Keep the Coal Fleet Available
For the first time in decades, for many Americans, there will be no alternative to soaring natural gas prices. As The Wall Street Journal recently observed, “In the past, coal kept a lid on summer gas demand and prices. If gas prices rose too high, utilities would turn to their coal plants. The U.S. power sector has retired about a third of its coal-fired generating capacity since 2010, though, which means that switching is no longer an option for some.”
In short, the coal capacity that once provided competition and balance to the nation’s electricity mix is no longer available in many markets. And in states where it still is available, soaring natural gas prices have created demand for coal that a constrained coal supply chain is struggling to address. A more than decade long policy and regulatory effort to disassemble the coal industry and build a natural gas-dominant bridge to the energy future has left U.S. consumers and the U.S. economy painfully vulnerable to gas price spikes.
There’s no quick fix to this pickle. There’s hope domestic gas production will respond to higher prices but demand from home and overseas is outpacing new supply. Significant additions of renewable sources of power that can potentially reduce fuel demand remain years away – facing their own supply chain and siting challenges – and, even once connected to the grid, they won’t alleviate the need for robust dispatchable capacity.

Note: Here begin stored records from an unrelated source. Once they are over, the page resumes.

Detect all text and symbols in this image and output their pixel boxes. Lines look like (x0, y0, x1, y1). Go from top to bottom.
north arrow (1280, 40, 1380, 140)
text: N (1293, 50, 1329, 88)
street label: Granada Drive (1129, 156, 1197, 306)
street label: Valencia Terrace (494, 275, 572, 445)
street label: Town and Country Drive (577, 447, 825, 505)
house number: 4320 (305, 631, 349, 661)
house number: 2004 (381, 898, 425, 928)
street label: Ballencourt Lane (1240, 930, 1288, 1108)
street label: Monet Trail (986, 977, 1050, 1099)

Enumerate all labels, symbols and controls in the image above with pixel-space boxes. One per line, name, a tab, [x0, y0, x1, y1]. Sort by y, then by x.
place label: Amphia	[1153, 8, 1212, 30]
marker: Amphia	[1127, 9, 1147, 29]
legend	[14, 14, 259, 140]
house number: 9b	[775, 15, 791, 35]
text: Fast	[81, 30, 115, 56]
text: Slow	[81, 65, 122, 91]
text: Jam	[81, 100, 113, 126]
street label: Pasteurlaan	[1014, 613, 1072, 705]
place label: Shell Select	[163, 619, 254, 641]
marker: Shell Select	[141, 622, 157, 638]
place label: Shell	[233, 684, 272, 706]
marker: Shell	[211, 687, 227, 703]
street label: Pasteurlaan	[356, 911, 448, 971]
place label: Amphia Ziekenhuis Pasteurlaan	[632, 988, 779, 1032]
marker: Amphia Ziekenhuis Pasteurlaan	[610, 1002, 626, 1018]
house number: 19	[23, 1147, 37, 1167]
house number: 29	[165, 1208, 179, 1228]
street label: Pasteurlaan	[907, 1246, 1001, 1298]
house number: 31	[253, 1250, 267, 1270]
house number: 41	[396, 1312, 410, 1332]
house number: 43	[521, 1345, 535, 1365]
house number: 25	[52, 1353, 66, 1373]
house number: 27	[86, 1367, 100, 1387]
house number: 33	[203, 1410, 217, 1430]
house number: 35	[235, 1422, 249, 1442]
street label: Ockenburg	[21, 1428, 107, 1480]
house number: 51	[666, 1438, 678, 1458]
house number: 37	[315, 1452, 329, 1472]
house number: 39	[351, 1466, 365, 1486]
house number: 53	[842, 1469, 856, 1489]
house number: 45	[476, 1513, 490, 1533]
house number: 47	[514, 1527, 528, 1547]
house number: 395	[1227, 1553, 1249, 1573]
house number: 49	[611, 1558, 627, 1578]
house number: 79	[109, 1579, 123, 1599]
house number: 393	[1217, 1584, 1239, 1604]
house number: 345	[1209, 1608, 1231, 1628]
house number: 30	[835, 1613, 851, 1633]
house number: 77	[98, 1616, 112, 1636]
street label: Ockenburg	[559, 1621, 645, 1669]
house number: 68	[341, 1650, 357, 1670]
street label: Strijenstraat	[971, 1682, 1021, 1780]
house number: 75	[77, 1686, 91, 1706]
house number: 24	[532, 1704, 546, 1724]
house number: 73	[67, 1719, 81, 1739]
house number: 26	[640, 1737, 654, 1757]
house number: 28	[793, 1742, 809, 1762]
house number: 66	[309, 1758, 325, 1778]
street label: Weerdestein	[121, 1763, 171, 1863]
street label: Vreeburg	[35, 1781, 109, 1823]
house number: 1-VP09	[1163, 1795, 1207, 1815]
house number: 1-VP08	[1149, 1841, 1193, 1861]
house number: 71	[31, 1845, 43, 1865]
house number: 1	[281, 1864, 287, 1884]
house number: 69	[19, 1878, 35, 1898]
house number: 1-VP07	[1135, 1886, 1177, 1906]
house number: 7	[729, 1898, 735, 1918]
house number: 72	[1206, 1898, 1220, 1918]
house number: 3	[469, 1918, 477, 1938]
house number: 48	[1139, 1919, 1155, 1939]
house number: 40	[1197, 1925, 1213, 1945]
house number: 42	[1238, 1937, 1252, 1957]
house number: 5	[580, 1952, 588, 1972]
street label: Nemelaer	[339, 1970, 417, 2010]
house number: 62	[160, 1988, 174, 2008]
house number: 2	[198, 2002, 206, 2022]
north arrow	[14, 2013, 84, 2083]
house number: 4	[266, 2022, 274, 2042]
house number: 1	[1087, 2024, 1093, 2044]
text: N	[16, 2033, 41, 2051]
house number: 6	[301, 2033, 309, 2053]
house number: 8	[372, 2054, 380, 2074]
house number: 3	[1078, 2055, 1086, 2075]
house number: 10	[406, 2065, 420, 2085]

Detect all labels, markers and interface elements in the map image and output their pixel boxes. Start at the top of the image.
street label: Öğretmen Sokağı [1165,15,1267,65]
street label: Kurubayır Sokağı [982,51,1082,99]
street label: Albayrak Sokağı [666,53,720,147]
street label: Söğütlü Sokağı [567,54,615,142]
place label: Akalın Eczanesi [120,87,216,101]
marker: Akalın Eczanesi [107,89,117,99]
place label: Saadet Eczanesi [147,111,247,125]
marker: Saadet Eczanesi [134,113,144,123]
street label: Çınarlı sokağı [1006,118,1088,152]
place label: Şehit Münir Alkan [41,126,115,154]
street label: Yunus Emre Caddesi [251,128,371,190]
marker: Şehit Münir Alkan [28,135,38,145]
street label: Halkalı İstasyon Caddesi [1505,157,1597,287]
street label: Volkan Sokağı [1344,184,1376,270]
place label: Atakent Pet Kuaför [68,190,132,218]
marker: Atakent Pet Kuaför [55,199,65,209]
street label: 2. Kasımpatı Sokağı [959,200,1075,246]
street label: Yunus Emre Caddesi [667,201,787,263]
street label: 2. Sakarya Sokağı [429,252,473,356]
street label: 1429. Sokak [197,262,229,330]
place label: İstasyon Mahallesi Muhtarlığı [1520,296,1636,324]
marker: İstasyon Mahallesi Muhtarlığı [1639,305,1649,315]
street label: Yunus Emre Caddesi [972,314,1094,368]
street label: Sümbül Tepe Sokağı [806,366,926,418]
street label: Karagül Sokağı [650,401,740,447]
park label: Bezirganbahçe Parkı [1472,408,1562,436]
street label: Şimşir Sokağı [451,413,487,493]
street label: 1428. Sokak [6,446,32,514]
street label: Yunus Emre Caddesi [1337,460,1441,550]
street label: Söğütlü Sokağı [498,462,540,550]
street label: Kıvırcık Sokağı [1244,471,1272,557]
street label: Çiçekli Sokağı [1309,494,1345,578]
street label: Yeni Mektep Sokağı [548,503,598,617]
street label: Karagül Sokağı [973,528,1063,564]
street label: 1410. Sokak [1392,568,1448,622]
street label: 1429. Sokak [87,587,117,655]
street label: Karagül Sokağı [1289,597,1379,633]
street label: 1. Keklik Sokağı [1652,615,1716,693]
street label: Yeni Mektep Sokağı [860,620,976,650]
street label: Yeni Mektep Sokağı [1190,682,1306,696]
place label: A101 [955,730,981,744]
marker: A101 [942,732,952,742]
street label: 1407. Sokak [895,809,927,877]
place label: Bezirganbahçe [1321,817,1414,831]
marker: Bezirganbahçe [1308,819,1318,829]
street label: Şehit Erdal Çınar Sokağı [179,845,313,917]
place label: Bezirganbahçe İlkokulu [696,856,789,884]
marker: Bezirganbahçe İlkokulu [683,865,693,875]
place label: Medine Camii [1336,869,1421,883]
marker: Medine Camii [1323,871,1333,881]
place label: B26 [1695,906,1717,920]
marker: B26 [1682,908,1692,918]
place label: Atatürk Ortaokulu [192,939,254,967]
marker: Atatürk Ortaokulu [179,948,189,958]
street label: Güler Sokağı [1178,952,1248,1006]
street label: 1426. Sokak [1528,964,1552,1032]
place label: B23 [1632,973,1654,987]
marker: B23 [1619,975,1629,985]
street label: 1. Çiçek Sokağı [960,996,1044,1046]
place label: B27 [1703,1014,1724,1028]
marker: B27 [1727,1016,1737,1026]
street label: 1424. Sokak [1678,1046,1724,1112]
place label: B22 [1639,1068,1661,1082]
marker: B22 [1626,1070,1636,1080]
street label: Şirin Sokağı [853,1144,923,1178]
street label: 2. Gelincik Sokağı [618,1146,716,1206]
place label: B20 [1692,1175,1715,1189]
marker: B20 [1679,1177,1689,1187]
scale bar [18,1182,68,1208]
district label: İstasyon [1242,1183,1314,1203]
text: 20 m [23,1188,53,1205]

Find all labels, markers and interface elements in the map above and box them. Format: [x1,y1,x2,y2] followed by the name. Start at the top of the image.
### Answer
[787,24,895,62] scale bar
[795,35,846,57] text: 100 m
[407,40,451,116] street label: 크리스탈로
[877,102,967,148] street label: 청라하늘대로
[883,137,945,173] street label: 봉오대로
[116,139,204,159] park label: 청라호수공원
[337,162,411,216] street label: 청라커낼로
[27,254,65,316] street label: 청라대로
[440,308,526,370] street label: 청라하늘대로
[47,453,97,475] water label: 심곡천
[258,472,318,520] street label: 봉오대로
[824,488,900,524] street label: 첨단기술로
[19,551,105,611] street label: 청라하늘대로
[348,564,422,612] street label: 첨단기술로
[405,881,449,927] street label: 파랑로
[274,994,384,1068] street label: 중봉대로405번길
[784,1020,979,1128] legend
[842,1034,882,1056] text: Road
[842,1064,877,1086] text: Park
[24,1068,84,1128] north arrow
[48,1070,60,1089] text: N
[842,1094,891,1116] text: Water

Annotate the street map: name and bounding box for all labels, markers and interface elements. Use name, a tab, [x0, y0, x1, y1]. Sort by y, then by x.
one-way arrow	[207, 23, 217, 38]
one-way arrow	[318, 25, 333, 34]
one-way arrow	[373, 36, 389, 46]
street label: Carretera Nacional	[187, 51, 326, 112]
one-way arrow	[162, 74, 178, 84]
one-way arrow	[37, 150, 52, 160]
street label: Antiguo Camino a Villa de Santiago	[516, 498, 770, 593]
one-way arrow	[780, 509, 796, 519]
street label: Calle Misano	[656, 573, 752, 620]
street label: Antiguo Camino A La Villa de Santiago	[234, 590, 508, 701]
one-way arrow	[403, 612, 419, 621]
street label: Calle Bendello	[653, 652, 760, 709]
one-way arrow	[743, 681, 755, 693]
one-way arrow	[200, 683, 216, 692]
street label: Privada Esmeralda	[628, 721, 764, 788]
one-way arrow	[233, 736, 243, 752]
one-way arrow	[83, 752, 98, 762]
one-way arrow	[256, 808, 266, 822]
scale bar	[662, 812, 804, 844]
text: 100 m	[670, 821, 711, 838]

As Europe has found out the hard way, there is no replacement for dispatchable fuel diversity. The answer – at least one that can stop this affordability crisis from getting far worse – is to maintain the dispatchable fuel diversity that is still available on the U.S. grid. Consumers need the balance provided by the coal fleet. Pursuing a regulatory agenda or fuel mix mandate – as the U.S. Environmental Protection Agency and some states are doing – is a policy path that was irresponsible before the surge in natural gas prices and is likely economically catastrophic now.
As power prices soar, regulators, policymakers and utilities must pivot to energy pragmatism and recognize the coal fleet as an invaluable affordability hedge – a price shock absorber – we must not needlessly and irresponsibly push aside.